You might find working-to-rule takes a lot of effort.

Absolutely not. I don't get my vibrancy from working over my contracted hours on activities which have zero impact, benefit or relevance. I get my vibrancy from working the hours I'm paid on useful tasks and projects that I enjoy, that have some pay-off, and that I can do properly because I've dispensed with all the bullshit.

OP posts:
decionsdecisions62 · 30/04/2024 19:14

@Westfacing Having worked as both a nurse and now as an academic I find that stark differences in motivational work factors. In nursing you are very much a team player. Your output depends on the contribution of others. Academics tends not to be team players.

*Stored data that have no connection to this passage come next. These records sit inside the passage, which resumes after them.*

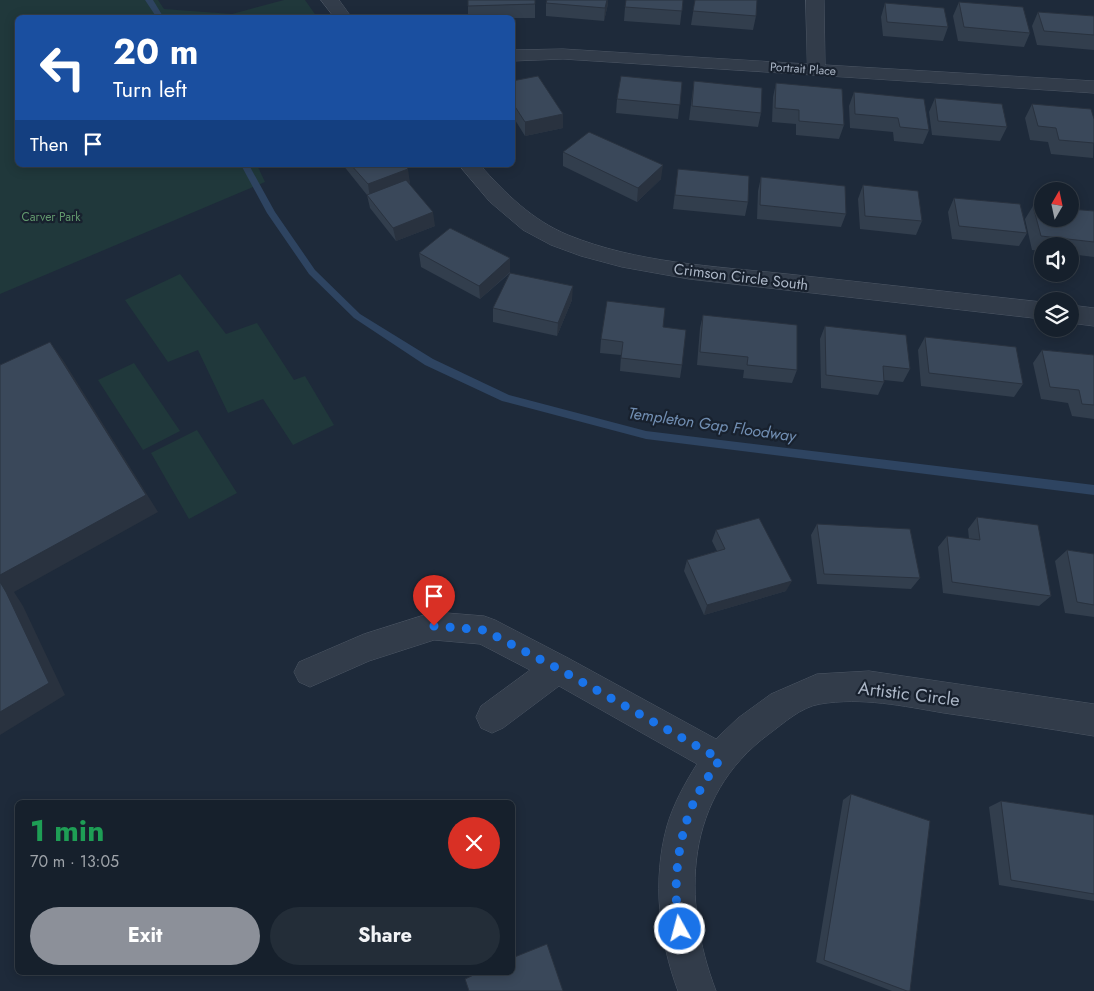 <!DOCTYPE html>
<meta charset="utf-8">
<style>
:root{--surface:#16202c;--page:#232d38;--text:#f1f3f6;--muted:#9ea3a9;--line:#353e48;--accent:#8c9099}
body{margin:0;font-family:Jost,sans-serif;background:var(--page);color:var(--text);height:100vh;display:flex;flex-direction:column;font-size:19px;white-space:nowrap}
*{box-sizing:border-box;margin:0}
p{font-size:16px;color:var(--muted)}
.icon{flex:none;width:28px;height:28px;fill:none;stroke:currentColor;stroke-width:2;stroke-linecap:round;stroke-linejoin:round}
.map{position:relative;flex:1;overflow:hidden}
.panel{position:absolute;left:15px;top:800px;width:500px;height:175px;display:flex;flex-direction:column;background:var(--surface);border-radius:8px;box-shadow:0 2px 12px #0003,0 0 0 1px var(--line)}
.panel>*{flex:none}
.guide{position:absolute;left:15px;top:15px;width:500px;height:152px;border-radius:8px;box-shadow:0 2px 12px #0003,0 0 0 1px var(--line);background:#1a4fa0;color:#fff;overflow:hidden}
.needle{width:32px;rotate:9deg}
.tools{position:absolute;left:1034px;top:182px;display:grid;gap:10px}
.tools a{display:grid;place-items:center;width:45px;height:45px;border-radius:50%;background:var(--surface);box-shadow:0 2px 12px #0003,0 0 0 1px var(--line);font-size:25px}
.pin{position:absolute;display:grid;place-items:center;width:42px;height:42px;color:#fff;margin:-51px -21px;border-radius:50% 50% 50% 0;rotate:-45deg;box-shadow:0 0 5px #0007}
.pin .icon{rotate:45deg}
.me{position:absolute;width:55px;margin:-28px;rotate:353deg;stroke-linejoin:round;filter:drop-shadow(0 0 4px #0008)}
.turn{display:flex;align-items:center;gap:18px;height:105px;padding:0 15px;font-size:22px}
.turn .icon{width:65px;height:65px;stroke-width:2.5}
.turn b{display:block;font-size:35px;line-height:42px}
.then{display:flex;align-items:center;height:48px;padding:0 15px;background:#0003;gap:10px;font-size:19px}
.round{display:grid;place-items:center;flex:none;width:52px;height:52px;border-radius:26px;background:var(--page)}
.summary{display:flex;align-items:center;justify-content:space-between;height:85px;padding:0 15px}
h1{font-size:30px;font-weight:700;line-height:38px;color:#1e9e55}
.cta{display:flex;gap:10px;margin-top:auto;padding:10px 15px}
.cta a{flex:1;height:58px;border-radius:30px;background:var(--accent);color:#fff;font-size:20px;font-weight:700;line-height:58px;text-align:center}
.cta a+a{background:var(--page);color:var(--text)}
.map>svg:first-child{display:block}
.green{fill:#20383b}
.lines{fill:none;stroke-linecap:round;stroke-linejoin:round}
.stream{fill:#2e4461;fill-rule:evenodd}
.minor-casing{stroke:#4d5765;stroke-width:1}
.minor{fill:#323c4a;fill-rule:evenodd}
.wall{fill:#323e4d}
.shaded-wall{fill:#29323f}
.building{fill:#3a485a;stroke:#29323f}
.route{stroke:#1a73e8;stroke-width:9;stroke-dasharray:0 16.2}
.labels{text-anchor:middle;stroke-width:4.5;stroke-linejoin:round;paint-order:stroke}
.far-street-label{font-size:12px;fill:#acb7c7;stroke:#18212e}
.far-park-label{font-size:12px;fill:#62996e;stroke:#18212e}
.street-label{font-size:15px;fill:#acb7c7;stroke:#18212e}
.water-label{font-size:16px;font-style:italic;fill:#718eb2;stroke:#18212e}
.near-street-label{font-size:18px;fill:#acb7c7;stroke:#18212e}
</style>
<div class="map">
<svg width="1094" height="991" viewBox="0 0 1094 991">
<rect width="100%" height="100%" fill="#1e2a3a"/>
<path class="green" d="M 0,0 L 158,0 L 164,9 L 232,14 L 284,0 L 305,0 L 317,17 L 18,18 L 18,165 L 257,165 L 265,182 L 0,294 Z
M 180,274 L 226,334 L 257,323 L 294,380 L 305,376 L 334,425 L 293,445 L 263,399 L 228,413 L 198,350 L 168,362 L 125,300 Z
M 134,363 L 180,431 L 143,450 L 98,380 Z
M 197,430 L 237,493 L 189,519 L 151,453 Z"/>
<g class="lines">
<path class="stream" d="M 145,0 L 153,0 L 164,18 L 157,18 Z
M 241,165 L 249,165 L 275,212 L 315,270 L 360,314 L 433,359 L 509,395 L 646,431 L 1094,485 L 1094,495 L 646,439 L 502,401 L 425,365 L 354,318 L 309,274 L 267,213 Z"/>
<defs>
<path id="minor" d="M 321,0 L 339,0 L 352,18 L 335,18 Z
M 806,0 L 824,0 L 825,65 L 1094,81 L 1094,93 L 563,59 L 512,61 L 512,50 L 563,49 L 807,64 Z
M 459,165 L 480,165 C 506,194 532,220 568,235 C 637,263 713,266 787,274 C 872,283 957,293 1042,302 L 1042,319 L 689,279 L 622,267 L 581,256 L 551,245 L 523,230 L 490,202 Z
M 1070,305 L 1094,308 L 1094,326 L 1070,323 Z
M 434,612 L 484,616 L 495,620 L 568,658 L 716,739 L 738,718 L 771,694 L 817,674 L 869,671 L 1094,704 L 1094,736 C 1044,728 994,720 944,713 C 903,706 862,697 820,704 C 801,707 784,723 769,734 C 684,797 681,899 716,991 L 678,991 C 659,940 652,880 667,826 C 673,805 685,783 697,764 L 559,686 L 503,728 L 492,733 L 481,728 L 476,717 L 481,706 L 530,670 L 480,644 L 434,640 L 369,661 L 310,687 L 299,682 L 294,672 L 299,662 L 364,634 Z"/>
</defs>
<use href="#minor" class="minor-casing"/>
<use href="#minor" class="minor"/>
</g>
<path class="wall" d="M 683,0 L 680,25 L 624,21 L 625,7 Z
M 695,0 L 756,16 L 753,30 L 691,25 Z
M 959,2 L 1030,33 L 1024,47 L 958,41 L 953,16 Z
M 546,3 L 608,4 L 604,21 L 546,16 Z
M 885,3 L 948,27 L 943,41 L 883,36 L 881,17 Z
M 535,4 L 535,18 L 468,18 L 468,6 Z
M 1038,12 L 1094,16 L 1094,50 L 1037,45 L 1032,26 Z
M 512,81 L 563,114 L 563,128 L 525,136 L 512,115 Z
M 694,81 L 761,113 L 758,127 L 689,120 Z
M 682,82 L 678,119 L 616,113 L 617,99 Z
M 776,83 L 844,125 L 839,139 L 796,135 L 796,124 L 772,122 L 773,97 Z
M 854,92 L 929,130 L 923,144 L 894,141 L 893,132 L 850,128 L 849,106 Z
M 935,98 L 1007,127 L 1000,141 L 932,135 L 929,112 Z
M 1032,104 L 1094,119 L 1093,158 L 1051,154 L 1048,142 L 1030,140 L 1025,118 Z
M 563,152 L 661,179 L 637,202 L 563,166 Z
M 343,165 L 404,165 L 410,183 L 409,183 L 435,226 L 396,241 L 370,208 L 367,195 Z
M 678,169 L 748,202 L 745,216 L 673,209 Z
M 761,177 L 846,214 L 841,227 L 757,219 L 758,191 Z
M 863,185 L 922,221 L 916,235 L 860,229 L 858,199 Z
M 954,198 L 1027,233 L 1019,246 L 952,239 L 948,212 Z
M 1033,206 L 1094,211 L 1094,257 L 1070,254 L 1070,246 L 1042,246 L 1042,251 L 1032,250 L 1025,219 Z
M 419,253 L 510,272 L 510,273 L 572,300 L 557,336 L 493,322 L 493,308 L 510,273 L 480,299 L 421,267 Z
M 703,315 L 797,370 L 792,383 L 743,378 L 744,370 L 697,365 L 700,328 Z
M 825,326 L 910,369 L 903,382 L 884,380 L 884,382 L 878,395 L 821,388 L 820,339 Z
M 663,327 L 682,365 L 680,378 L 620,371 L 621,355 L 600,353 L 601,339 Z
M 925,337 L 1023,384 L 1014,397 L 921,386 L 918,350 Z
M 1042,350 L 1094,355 L 1094,419 L 1072,416 L 1068,403 L 1041,399 L 1033,363 Z
M 977,517 L 1051,596 L 1039,606 L 943,593 L 938,547 L 947,536 L 969,539 L 968,529 Z
M 817,524 L 920,578 L 911,589 L 817,584 L 811,535 Z
M 716,530 L 786,591 L 704,615 L 684,571 L 687,560 L 717,551 L 712,541 Z
M 1067,550 L 1094,554 L 1094,617 L 1065,613 L 1055,561 Z
M 851,794 L 910,991 L 892,991 L 816,962 L 843,800 Z
M 1001,801 L 1094,815 L 1094,901 L 999,885 L 989,807 Z"/>
<path class="shaded-wall" d="M 607,0 L 608,0 L 608,4 L 604,21 L 605,8 Z
M 563,114 L 563,128 L 525,136 L 525,122 Z
M 663,165 L 661,179 L 637,202 L 638,188 Z
M 408,169 L 410,183 L 370,198 L 368,184 Z
M 433,212 L 435,226 L 396,241 L 393,228 Z
M 510,258 L 510,272 L 480,299 L 479,286 Z
M 573,286 L 572,300 L 557,336 L 558,323 Z
M 50,342 L 63,360 L 158,512 L 14,592 L 23,606 L 65,695 L 0,735 L 0,575 Z
M 792,581 L 786,591 L 704,615 L 707,605 Z"/>
<path class="building" d="M 468,0 L 535,0 L 535,4 L 468,6 Z
M 547,0 L 607,0 L 605,8 L 546,3 Z
M 626,0 L 683,0 L 682,11 L 625,7 Z
M 695,0 L 757,0 L 756,16 L 693,11 Z
M 959,2 L 1023,7 L 1030,33 L 964,27 Z
M 885,3 L 944,8 L 948,27 L 887,22 Z
M 1038,12 L 1094,16 L 1094,35 L 1044,31 Z
M 538,76 L 563,114 L 525,122 L 512,102 L 512,81 Z
M 621,76 L 682,82 L 680,105 L 617,99 Z
M 694,81 L 762,88 L 761,113 L 692,106 Z
M 776,83 L 842,89 L 844,125 L 799,121 L 799,110 L 775,108 Z
M 854,92 L 924,99 L 929,130 L 900,127 L 898,118 L 855,114 Z
M 935,98 L 1002,104 L 1007,127 L 938,121 Z
M 1032,104 L 1091,109 L 1094,119 L 1094,143 L 1059,140 L 1056,128 L 1038,126 Z
M 589,132 L 663,165 L 638,188 L 563,152 Z
M 351,165 L 404,165 L 408,169 L 368,184 Z
M 678,169 L 749,176 L 748,202 L 675,195 Z
M 761,177 L 845,186 L 846,214 L 760,205 Z
M 406,180 L 433,212 L 393,228 L 367,195 Z
M 863,185 L 918,191 L 922,221 L 865,216 Z
M 954,198 L 1020,204 L 1027,233 L 959,226 Z
M 1033,206 L 1042,206 L 1042,219 L 1070,219 L 1070,209 L 1094,211 L 1094,242 L 1041,236 Z
M 450,228 L 510,258 L 479,286 L 419,253 Z
M 510,273 L 573,286 L 558,323 L 493,308 Z
M 607,301 L 665,308 L 663,327 L 686,330 L 682,365 L 621,358 L 623,342 L 601,339 Z
M 703,315 L 797,325 L 797,370 L 747,365 L 748,357 L 700,352 Z
M 825,326 L 906,335 L 910,369 L 883,366 L 884,382 L 826,375 Z
M 925,337 L 1016,347 L 1023,384 L 929,373 Z
M 50,342 L 146,495 L 0,575 L 0,365 Z
M 1042,350 L 1094,355 L 1094,405 L 1082,404 L 1079,390 L 1050,387 Z
M 977,517 L 1038,525 L 1051,596 L 952,582 L 947,536 L 980,540 Z
M 759,518 L 792,581 L 707,605 L 687,560 L 725,549 L 716,530 Z
M 817,524 L 910,529 L 920,578 L 824,574 Z
M 1067,550 L 1094,554 L 1094,605 L 1077,602 Z
M 0,582 L 6,592 L 49,683 L 0,712 Z
M 851,794 L 930,821 L 910,991 L 907,991 L 824,960 Z
M 1001,801 L 1094,815 L 1094,894 L 1011,880 Z
M 547,944 L 563,991 L 469,991 L 465,979 L 480,972 L 512,972 L 512,958 Z"/>
<g class="lines">
<path class="route" d="M 434,626 L 484,630 L 557,668 L 720,759 C 713,770 705,781 699,792 C 678,829 671,888 680,929"/>
</g>
<g class="labels">
<g class="far-street-label">
<text transform="translate(803 69) rotate(4)" y="4">Portrait Place</text>
</g>
<g class="far-park-label">
<text x="51" y="221">Carver Park</text>
</g>
<g class="street-label">
<text transform="translate(741 277) rotate(7)" y="5">Crimson Circle South</text>
</g>
<g class="water-label">
<text transform="translate(712 424) rotate(8)" y="6">Templeton Gap Floodway</text>
</g>
<g class="near-street-label">
<text transform="translate(909 694) rotate(7)" y="6">Artistic Circle</text>
</g>
</g>
</svg>
<div class="tools">
<a><svg class="needle" viewBox="-14 -14 28 28"><path d="M0-13l5 13h-10z" fill="#e53935"/><path d="M0 13l5-13h-10z" fill="#9ea3a9"/></svg></a>
<a><svg class="icon" aria-label="sound" viewBox="0 0 24 24"><path d="M4 9h4l5-4v14l-5-4H4zM17 9q2 3 0 6"/></svg></a>
<a><svg class="icon" aria-label="layers" viewBox="0 0 24 24"><path d="M12 4l9 5-9 5-9-5zM3 14l9 5 9-5"/></svg></a>
</div>
<div class="pin" style="left:434px;top:626px;background:#d93025"><svg class="icon" aria-label="arrive" viewBox="0 0 24 24"><path d="M6 21V4h12l-3 4 3 4H6"/></svg></div>
<svg class="me" style="left:680px;top:929px" viewBox="-20 -20 40 40"><circle r="17" fill="#1a73e8" stroke="#fff" stroke-width="3"/><path d="M0-11L8 9 0 5-8 9z" fill="#fff"/></svg>
<div class="guide">
<div class="turn"><svg class="icon" aria-label="left" viewBox="0 0 24 24"><path d="M17 20v-9H6M10 6l-5 5 5 5"/></svg><div><b>20 m</b>Turn left</div></div>
<div class="then">Then<svg class="icon" aria-label="arrive" viewBox="0 0 24 24"><path d="M6 21V4h12l-3 4 3 4H6"/></svg></div>
</div>
<section class="panel">
<div class="summary"><div><h1>1 min</h1><p>70 m · 13:05</p></div><a class="round" style="background:#d93025;color:#fff"><svg class="icon" aria-label="close" viewBox="0 0 24 24"><path d="M6 6l12 12M18 6L6 18"/></svg></a></div>
<div class="cta"><a>Exit</a><a>Share</a></div>
</section>
</div>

Sure they teach and sit in meetings with others but most of the time their focus is on building their own profile and competition is a reality, Most of the time the colleagues we work alongside have no interest or understanding of our individual workloads, interests etc, they just turn up and do their own thing. So a colleague can coast and it is a minor irritation rather than causing major disruption.

disneyparis · 01/05/2024 07:23

decionsdecisions62 · 30/04/2024 19:14

@Westfacing Having worked as both a nurse and now as an academic I find that stark differences in motivational work factors. In nursing you are very much a team player. Your output depends on the contribution of others. Academics tends not to be team players. Sure they teach and sit in meetings with others but most of the time their focus is on building their own profile and competition is a reality, Most of the time the colleagues we work alongside have no interest or understanding of our individual workloads, interests etc, they just turn up and do their own thing. So a colleague can coast and it is a minor irritation rather than causing major disruption.

Totally agree.

Sure you "collaborate" with other institutions and have colleagues but it's very individual, probably because everyone's knowledge & research interests are very niche.

I find nearly all of pressure to achieve/ succeed falls on your own shoulders (in research anyway). If you go on annual leave/have to take a leave of absence for any reason, no one covers your projects/workload and things stall.

CelesteCunningham · 01/05/2024 08:33

decionsdecisions62 · 30/04/2024 19:14

@Westfacing Having worked as both a nurse and now as an academic I find that stark differences in motivational work factors. In nursing you are very much a team player. Your output depends on the contribution of others. Academics tends not to be team players. Sure they teach and sit in meetings with others but most of the time their focus is on building their own profile and competition is a reality, Most of the time the colleagues we work alongside have no interest or understanding of our individual workloads, interests etc, they just turn up and do their own thing. So a colleague can coast and it is a minor irritation rather than causing major disruption.

Yes, very much. I'm coasting for now but the only thing it's affecting is my own workload and progression. I'm on top of my teaching and admin so zero consequences for anyone else, and if anything my students benefit.

(But of course, things that benefit students rarely count for anything, especially progression, even on an education contract.)